● **Exercise requirements**
Pull every line with "controls" from the entries below.

Saved entries:
|---|

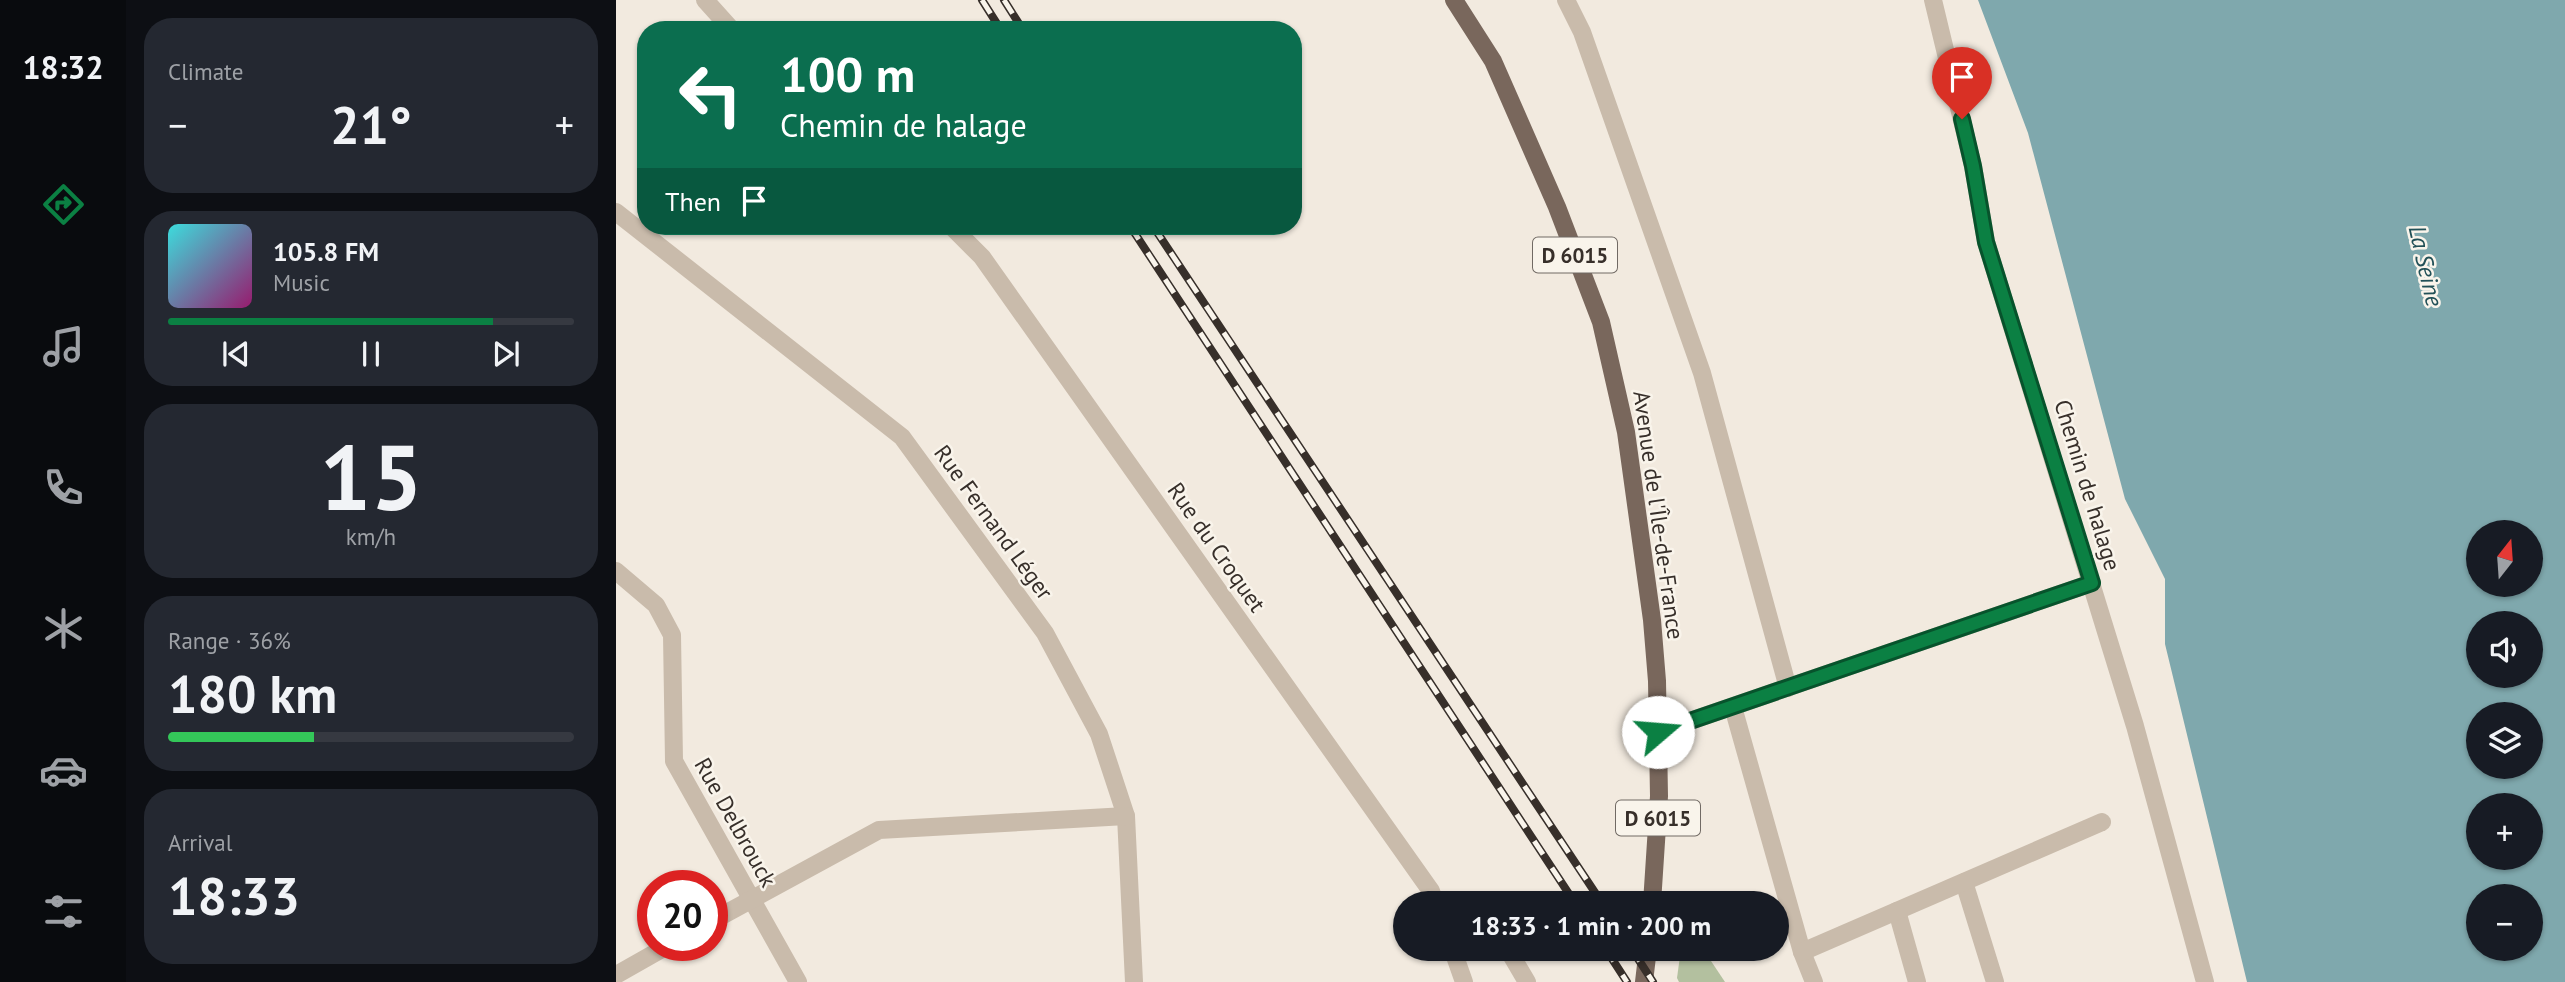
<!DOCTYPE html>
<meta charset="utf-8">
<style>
:root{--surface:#171b24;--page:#242831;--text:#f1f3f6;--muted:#9ea1a6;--line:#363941;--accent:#0b8043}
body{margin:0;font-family:"PT Sans",sans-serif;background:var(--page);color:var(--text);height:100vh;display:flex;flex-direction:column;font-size:26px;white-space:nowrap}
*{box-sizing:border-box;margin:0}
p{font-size:23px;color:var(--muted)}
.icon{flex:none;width:38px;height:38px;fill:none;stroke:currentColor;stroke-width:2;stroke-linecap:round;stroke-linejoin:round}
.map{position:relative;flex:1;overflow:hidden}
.drawer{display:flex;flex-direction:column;gap:18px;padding:18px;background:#0d0f14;width:490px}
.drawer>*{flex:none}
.hud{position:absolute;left:21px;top:21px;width:665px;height:214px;border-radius:28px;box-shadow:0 2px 5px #0004;background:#0b6e4f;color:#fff;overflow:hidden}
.needle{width:46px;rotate:17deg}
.controls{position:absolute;left:1850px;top:520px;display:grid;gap:14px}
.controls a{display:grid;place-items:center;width:77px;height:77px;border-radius:50%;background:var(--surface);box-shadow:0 2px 5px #0004;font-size:35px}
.speed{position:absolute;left:21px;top:870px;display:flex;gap:14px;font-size:35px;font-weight:700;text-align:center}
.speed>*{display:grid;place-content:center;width:91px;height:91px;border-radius:50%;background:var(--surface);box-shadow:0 2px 5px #0004;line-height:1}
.speed .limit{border:10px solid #d22;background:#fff;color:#111}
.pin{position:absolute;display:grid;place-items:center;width:60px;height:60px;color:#fff;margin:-72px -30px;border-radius:50% 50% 50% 0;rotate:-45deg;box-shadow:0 0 7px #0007}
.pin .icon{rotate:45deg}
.me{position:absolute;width:77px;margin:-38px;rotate:72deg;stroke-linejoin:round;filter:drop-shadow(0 0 5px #0008)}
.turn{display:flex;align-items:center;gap:24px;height:147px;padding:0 28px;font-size:32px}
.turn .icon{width:91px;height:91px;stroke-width:2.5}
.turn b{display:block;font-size:49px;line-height:60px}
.then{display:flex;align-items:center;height:66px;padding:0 28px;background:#0003;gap:14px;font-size:26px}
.big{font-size:52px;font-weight:700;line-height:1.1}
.drawer .tile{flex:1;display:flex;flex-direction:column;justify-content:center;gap:10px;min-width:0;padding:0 24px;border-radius:28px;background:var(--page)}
.drawer .dial{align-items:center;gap:0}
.dial b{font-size:91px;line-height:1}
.song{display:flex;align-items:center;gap:21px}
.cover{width:84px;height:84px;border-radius:10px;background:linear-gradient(135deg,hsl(180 70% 55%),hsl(320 70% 35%))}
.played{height:7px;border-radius:4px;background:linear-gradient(90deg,var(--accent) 80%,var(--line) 80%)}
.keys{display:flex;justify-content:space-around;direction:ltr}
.heat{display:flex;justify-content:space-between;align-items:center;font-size:38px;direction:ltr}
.charge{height:10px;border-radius:5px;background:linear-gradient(90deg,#34c759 36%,var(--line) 0)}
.trip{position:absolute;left:777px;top:891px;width:396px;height:70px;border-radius:35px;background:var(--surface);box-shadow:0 2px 5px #0004;font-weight:700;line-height:70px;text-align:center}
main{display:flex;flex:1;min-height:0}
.dock{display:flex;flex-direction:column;width:126px;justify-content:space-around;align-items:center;background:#090b0e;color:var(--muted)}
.dock .icon{width:49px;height:49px}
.dock .on{color:var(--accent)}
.dock b{font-size:32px;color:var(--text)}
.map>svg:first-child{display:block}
.green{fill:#b3c09f}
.water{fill:#7fa8ad;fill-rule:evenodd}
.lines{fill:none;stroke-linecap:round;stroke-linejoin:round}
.minor{stroke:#c9bbab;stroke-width:18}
.major{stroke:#79675c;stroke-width:18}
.rail-casing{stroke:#372f2a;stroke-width:8}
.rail{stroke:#f9f4eb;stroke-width:5;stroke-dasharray:16;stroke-linecap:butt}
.route-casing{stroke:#07532c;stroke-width:18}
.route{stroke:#0b8043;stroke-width:12}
.labels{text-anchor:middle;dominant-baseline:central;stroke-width:5;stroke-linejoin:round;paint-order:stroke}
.shield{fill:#f9f4eb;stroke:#716a64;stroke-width:2}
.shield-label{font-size:21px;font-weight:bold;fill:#372f2a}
.street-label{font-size:23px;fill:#372f2a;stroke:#f9f4eb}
.water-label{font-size:24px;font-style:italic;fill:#215057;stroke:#f9f4eb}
</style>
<main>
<nav class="dock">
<b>18:32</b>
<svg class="icon on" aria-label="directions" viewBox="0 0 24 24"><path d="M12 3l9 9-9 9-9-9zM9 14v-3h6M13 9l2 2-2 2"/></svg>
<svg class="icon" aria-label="music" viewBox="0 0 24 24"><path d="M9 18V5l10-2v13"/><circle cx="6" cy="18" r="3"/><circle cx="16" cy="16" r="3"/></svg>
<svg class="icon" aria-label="phone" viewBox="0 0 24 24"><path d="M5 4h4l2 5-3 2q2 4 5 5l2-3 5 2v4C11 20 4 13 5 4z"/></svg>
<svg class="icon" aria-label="climate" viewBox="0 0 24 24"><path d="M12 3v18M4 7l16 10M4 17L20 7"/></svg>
<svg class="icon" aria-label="car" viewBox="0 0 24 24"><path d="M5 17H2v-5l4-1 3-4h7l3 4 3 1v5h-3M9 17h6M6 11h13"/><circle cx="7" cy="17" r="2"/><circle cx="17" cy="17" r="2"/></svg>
<svg class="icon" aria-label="filters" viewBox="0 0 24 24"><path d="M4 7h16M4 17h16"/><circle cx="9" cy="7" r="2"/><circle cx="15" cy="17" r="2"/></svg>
</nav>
<section class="drawer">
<div class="tile"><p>Climate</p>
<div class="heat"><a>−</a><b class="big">21°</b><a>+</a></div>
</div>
<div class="tile">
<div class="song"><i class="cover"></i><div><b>105.8 FM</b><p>Music</p></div></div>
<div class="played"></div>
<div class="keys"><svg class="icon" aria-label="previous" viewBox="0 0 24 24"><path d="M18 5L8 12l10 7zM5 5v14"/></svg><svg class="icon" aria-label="pause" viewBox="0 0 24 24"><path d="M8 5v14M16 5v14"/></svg><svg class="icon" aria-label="next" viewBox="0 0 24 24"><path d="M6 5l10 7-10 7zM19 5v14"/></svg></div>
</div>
<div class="tile dial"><b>15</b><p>km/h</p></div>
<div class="tile"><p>Range · 36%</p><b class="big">180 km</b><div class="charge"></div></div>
<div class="tile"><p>Arrival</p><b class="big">18:33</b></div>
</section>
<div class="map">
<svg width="1949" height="982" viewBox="0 0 1949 982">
<rect width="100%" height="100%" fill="#f2eadf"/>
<!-- green -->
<polygon class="green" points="1065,949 1087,949 1109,982 1063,982 1061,978"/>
<!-- water -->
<path class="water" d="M1362,0H1949V982H1631L1549,644V579L1509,499L1412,133ZM1862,532H1914V584H1862ZM1862,623H1914V676H1862ZM1862,714H1914V766H1862ZM1862,805H1914V858H1862ZM1914,896V948H1862V896Z"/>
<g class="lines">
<!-- minor -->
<g class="minor">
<polyline points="89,0 116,30"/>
<polyline points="950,0 966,32 1086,373 1172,688"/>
<polyline points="1317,0 1357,166 1370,242 1519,726 1589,982"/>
<polyline points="0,212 286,437 429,633 483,734 510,816 518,982"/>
<polyline points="335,226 366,257 815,891 819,903"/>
<polyline points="0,571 40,605 56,635 58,761 182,982"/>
<polyline points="1117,707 1186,952 1198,982"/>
<polyline points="1042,732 1476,583"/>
<polyline points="1348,882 1379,982"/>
<polyline points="1281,911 1301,982"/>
<polyline points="96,921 263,830 510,816"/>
<polyline points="836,948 848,982"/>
<polyline points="891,948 911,982"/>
<polyline points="1186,952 1486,822"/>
<polyline points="0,975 53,945"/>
</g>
<!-- major -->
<g class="major">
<polyline points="838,0 877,61 941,207 985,322 1010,432 1036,620 1041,681 1043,796 1036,903"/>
<polyline points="1028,982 1032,948"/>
</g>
<defs>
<g id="rail">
<polyline points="366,0 385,30"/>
<polyline points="388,0 407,30"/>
<polyline points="514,226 959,903"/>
<polyline points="537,226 986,903"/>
<polyline points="989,948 1011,982"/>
<polyline points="1015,948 1037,982"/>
</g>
</defs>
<!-- rail casing -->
<use href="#rail" class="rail-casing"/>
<!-- rail -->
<use href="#rail" class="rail"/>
</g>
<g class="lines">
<defs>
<polyline id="route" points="1042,732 1476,583 1370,242 1357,166 1346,119"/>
</defs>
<!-- route casing -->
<use href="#route" class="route-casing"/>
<!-- route -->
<use href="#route" class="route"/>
</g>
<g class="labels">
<!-- shield labels -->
<g class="shield">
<rect x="917" y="237.5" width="84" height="35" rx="5"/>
<rect x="1000" y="800.5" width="84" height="35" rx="5"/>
</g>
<g class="shield-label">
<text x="959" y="255">D 6015</text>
<text x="1042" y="818">D 6015</text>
</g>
<!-- street labels -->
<g class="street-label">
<text transform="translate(1472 485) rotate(73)">Chemin de halage</text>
<text transform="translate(1043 515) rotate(82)">Avenue de l'Île-de-France</text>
<text transform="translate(378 522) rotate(54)">Rue Fernand Léger</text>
<text transform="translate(601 547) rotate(55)">Rue du Croquet</text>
<text transform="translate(120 822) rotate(61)">Rue Delbrouck</text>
</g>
<!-- water labels -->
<g class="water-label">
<text transform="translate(1810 266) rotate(77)">La Seine</text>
</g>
</g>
</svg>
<div class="controls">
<a><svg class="needle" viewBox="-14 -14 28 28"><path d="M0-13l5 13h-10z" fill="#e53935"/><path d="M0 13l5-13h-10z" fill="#9ea1a6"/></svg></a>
<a><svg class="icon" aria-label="sound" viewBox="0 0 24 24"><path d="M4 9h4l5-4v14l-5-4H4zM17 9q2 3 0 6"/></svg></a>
<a><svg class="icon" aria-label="layers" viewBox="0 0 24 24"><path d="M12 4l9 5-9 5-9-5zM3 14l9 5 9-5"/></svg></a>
<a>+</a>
<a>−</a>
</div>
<div class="speed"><div class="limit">20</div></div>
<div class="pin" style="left:1346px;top:119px;background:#d93025"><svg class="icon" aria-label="arrive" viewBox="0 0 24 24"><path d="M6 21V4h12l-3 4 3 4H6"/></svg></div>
<svg class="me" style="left:1042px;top:732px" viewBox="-20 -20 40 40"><circle r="19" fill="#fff"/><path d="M0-13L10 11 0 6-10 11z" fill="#0b8043"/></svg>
<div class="trip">18:33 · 1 min · 200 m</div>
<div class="hud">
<div class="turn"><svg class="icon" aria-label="left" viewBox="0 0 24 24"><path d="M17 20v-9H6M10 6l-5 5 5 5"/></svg><div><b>100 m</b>Chemin de halage</div></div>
<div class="then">Then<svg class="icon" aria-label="arrive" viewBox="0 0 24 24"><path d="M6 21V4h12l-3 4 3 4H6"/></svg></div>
</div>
</div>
</main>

|---|

● **Result of the task**
.controls{position:absolute;left:1850px;top:520px;display:grid;gap:14px}
.controls a{display:grid;place-items:center;width:77px;height:77px;border-radius:50%;background:var(--surface);box-shadow:0 2px 5px #0004;font-size:35px}
<div class="controls">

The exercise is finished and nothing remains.